### WHAT TO DO
Go through the records below from the first line and print each one exactly, stopping after the line that contains "position:absolute; left:2421px; top:16px;". Do not print pictures or anything past that line.

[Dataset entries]

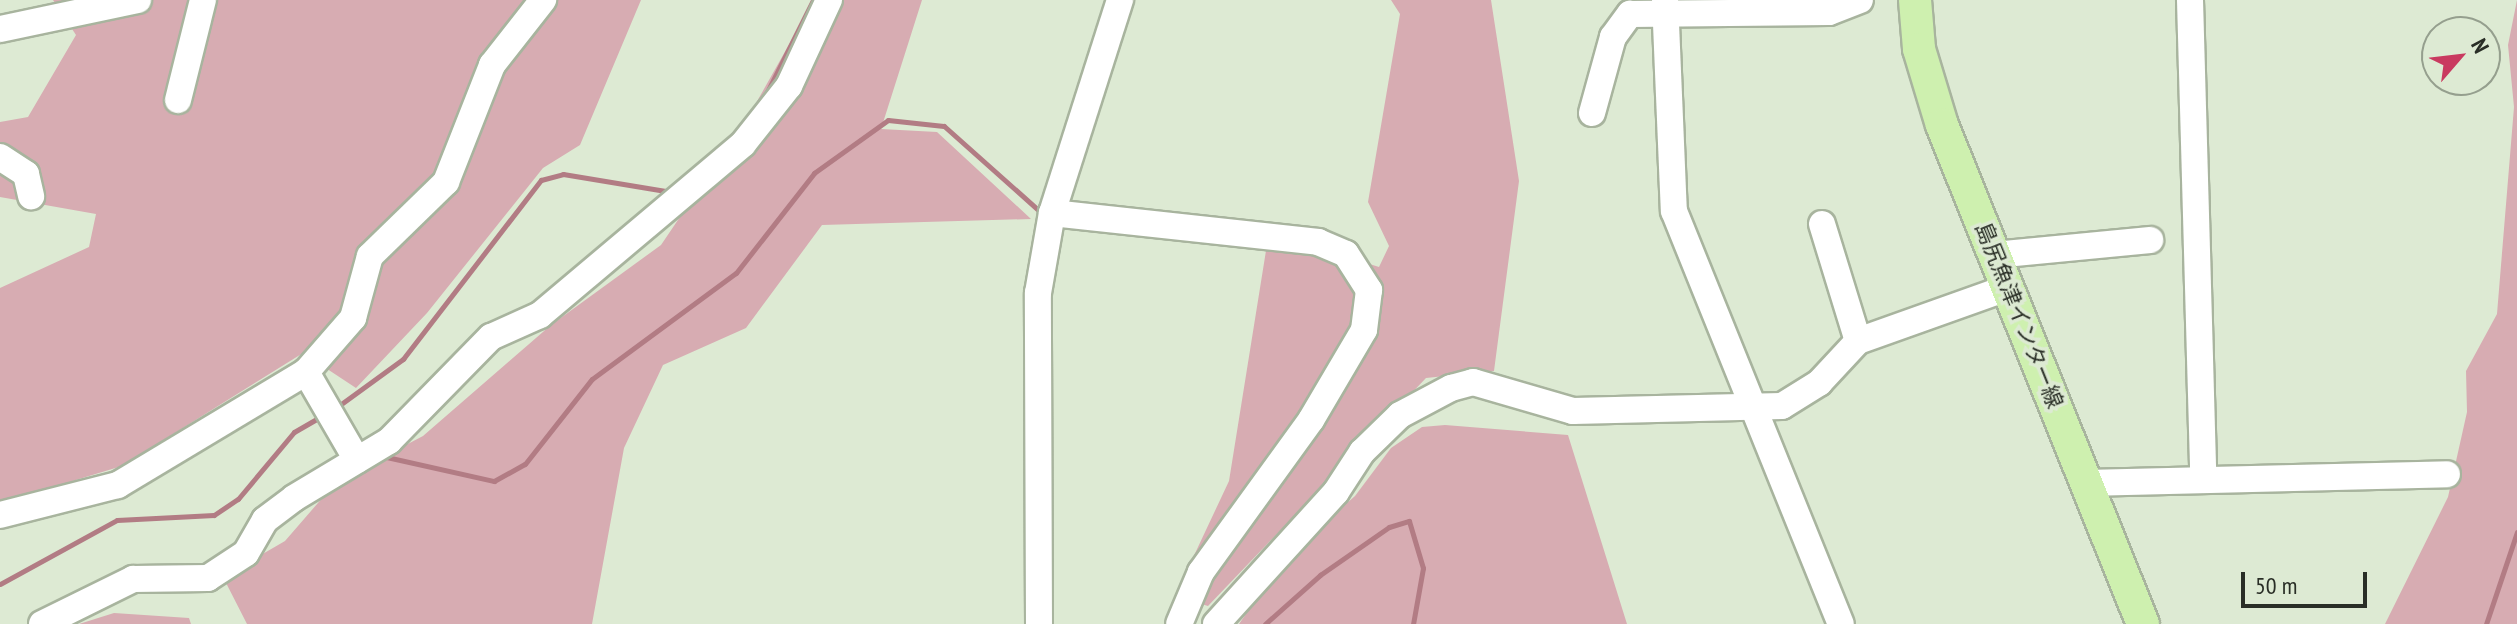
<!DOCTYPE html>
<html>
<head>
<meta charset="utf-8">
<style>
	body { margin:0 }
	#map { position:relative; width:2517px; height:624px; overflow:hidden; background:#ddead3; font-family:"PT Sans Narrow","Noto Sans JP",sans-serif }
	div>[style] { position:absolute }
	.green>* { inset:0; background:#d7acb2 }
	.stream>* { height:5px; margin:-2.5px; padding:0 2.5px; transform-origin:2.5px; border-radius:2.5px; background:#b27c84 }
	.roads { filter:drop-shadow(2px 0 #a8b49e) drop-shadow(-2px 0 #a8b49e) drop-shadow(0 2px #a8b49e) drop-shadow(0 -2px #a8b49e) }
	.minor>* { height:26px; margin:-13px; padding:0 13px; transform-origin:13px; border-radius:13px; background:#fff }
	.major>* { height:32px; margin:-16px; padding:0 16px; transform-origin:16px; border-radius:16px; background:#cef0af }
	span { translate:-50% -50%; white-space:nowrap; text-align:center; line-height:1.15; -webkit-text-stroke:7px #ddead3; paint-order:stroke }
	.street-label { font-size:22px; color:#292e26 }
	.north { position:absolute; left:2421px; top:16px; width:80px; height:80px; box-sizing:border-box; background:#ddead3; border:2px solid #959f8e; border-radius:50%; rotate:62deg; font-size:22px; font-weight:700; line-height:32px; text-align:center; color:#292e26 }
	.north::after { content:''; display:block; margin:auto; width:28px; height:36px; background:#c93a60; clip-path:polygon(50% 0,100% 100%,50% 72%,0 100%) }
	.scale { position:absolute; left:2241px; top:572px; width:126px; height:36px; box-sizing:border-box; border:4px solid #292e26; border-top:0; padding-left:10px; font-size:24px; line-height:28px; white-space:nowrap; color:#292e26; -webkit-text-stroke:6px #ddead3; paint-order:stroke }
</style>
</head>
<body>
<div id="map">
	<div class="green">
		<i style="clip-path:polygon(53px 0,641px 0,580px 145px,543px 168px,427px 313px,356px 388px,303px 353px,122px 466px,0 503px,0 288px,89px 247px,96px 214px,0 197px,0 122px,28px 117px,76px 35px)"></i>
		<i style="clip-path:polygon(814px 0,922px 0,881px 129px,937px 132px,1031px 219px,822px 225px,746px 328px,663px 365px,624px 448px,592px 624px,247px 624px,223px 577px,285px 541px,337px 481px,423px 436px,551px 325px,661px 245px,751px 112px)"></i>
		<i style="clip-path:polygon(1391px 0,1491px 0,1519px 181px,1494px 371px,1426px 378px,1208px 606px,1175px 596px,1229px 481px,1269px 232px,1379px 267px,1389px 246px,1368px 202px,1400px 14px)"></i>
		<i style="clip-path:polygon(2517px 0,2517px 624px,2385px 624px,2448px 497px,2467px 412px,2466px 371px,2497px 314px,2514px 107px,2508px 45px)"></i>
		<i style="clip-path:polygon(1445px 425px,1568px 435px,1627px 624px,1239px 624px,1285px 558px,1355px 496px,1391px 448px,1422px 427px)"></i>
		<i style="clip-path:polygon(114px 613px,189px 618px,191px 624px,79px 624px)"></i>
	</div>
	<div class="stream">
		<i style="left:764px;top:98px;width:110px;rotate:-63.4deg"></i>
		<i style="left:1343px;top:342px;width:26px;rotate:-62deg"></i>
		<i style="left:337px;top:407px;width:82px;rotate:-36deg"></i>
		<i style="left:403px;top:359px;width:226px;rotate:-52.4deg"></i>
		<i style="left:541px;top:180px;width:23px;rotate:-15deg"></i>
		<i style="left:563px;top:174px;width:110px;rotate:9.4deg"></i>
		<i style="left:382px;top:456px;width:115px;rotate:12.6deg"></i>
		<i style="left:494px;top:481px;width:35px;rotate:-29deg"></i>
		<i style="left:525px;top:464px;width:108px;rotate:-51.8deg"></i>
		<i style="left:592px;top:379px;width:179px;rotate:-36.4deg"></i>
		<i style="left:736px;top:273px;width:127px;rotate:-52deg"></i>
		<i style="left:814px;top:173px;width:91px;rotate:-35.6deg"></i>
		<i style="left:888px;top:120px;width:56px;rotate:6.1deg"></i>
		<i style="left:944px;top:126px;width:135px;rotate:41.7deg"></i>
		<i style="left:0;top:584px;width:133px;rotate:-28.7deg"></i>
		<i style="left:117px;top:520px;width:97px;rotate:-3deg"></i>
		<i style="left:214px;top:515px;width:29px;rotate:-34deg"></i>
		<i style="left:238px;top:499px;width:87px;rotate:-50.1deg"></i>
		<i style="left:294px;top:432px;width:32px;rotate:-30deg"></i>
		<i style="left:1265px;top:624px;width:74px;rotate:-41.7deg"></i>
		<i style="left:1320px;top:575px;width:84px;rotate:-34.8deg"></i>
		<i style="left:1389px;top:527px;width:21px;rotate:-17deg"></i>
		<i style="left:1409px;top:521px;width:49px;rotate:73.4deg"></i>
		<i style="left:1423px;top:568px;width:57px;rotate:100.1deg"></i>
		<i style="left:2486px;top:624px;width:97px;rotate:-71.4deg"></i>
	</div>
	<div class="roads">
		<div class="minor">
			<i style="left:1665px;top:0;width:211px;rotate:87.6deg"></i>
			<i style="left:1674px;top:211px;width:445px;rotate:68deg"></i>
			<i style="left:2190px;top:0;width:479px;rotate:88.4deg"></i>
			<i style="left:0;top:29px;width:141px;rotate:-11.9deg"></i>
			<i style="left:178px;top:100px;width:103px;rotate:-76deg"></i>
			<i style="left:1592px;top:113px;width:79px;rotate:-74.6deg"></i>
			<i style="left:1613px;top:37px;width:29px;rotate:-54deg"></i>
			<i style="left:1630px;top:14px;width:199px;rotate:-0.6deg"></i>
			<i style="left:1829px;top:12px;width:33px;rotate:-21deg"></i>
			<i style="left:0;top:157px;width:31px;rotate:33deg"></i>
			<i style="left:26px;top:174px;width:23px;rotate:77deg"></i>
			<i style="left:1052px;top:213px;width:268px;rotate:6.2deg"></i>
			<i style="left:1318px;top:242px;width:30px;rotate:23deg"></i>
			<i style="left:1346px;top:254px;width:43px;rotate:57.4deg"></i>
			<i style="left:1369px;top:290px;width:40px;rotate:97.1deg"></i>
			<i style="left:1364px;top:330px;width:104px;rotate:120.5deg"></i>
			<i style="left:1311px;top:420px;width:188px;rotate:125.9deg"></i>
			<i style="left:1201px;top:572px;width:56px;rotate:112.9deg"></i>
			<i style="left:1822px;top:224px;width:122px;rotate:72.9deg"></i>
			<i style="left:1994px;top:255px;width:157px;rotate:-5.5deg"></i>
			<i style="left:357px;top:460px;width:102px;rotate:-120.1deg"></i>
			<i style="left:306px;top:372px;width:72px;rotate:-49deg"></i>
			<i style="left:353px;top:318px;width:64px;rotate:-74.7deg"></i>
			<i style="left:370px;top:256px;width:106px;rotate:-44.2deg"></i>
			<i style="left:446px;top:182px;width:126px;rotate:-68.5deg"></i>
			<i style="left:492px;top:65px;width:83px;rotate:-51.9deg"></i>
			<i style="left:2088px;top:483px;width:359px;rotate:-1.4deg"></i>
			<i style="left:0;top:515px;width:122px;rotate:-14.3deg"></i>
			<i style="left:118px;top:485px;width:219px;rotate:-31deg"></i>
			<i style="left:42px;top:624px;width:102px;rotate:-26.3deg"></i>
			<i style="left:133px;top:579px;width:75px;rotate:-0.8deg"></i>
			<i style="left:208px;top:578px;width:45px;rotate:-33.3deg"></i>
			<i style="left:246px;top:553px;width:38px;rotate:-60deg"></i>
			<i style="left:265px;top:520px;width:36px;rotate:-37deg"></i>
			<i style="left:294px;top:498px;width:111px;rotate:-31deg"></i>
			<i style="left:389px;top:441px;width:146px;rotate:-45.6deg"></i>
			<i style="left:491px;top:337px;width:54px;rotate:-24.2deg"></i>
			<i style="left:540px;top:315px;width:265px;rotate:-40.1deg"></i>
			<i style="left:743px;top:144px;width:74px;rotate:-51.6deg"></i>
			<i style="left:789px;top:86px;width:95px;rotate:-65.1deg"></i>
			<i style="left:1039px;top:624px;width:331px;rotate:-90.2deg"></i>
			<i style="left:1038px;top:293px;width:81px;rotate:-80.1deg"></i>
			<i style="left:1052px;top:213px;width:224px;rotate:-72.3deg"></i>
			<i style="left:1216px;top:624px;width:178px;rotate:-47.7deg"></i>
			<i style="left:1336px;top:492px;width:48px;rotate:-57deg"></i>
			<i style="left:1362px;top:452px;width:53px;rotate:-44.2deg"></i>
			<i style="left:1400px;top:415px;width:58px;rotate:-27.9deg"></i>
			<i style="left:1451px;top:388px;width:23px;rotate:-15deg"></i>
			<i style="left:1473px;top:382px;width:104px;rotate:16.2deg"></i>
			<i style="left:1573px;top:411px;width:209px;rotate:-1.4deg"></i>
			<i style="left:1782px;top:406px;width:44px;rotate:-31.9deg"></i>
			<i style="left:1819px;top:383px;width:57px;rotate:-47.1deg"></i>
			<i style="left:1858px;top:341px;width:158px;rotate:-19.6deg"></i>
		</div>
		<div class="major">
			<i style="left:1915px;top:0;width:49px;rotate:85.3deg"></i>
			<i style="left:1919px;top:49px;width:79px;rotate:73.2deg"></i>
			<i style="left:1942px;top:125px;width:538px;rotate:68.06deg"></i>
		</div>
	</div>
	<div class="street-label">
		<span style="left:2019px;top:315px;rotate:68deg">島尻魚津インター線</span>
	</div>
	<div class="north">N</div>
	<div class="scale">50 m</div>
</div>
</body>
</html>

### TASK RESPONSE
<!DOCTYPE html>
<html>
<head>
<meta charset="utf-8">
<style>
	body { margin:0 }
	#map { position:relative; width:2517px; height:624px; overflow:hidden; background:#ddead3; font-family:"PT Sans Narrow","Noto Sans JP",sans-serif }
	div>[style] { position:absolute }
	.green>* { inset:0; background:#d7acb2 }
	.stream>* { height:5px; margin:-2.5px; padding:0 2.5px; transform-origin:2.5px; border-radius:2.5px; background:#b27c84 }
	.roads { filter:drop-shadow(2px 0 #a8b49e) drop-shadow(-2px 0 #a8b49e) drop-shadow(0 2px #a8b49e) drop-shadow(0 -2px #a8b49e) }
	.minor>* { height:26px; margin:-13px; padding:0 13px; transform-origin:13px; border-radius:13px; background:#fff }
	.major>* { height:32px; margin:-16px; padding:0 16px; transform-origin:16px; border-radius:16px; background:#cef0af }
	span { translate:-50% -50%; white-space:nowrap; text-align:center; line-height:1.15; -webkit-text-stroke:7px #ddead3; paint-order:stroke }
	.street-label { font-size:22px; color:#292e26 }
	.north { position:absolute; left:2421px; top:16px; width:80px; height:80px; box-sizing:border-box; background:#ddead3; border:2px solid #959f8e; border-radius:50%; rotate:62deg; font-size:22px; font-weight:700; line-height:32px; text-align:center; color:#292e26 }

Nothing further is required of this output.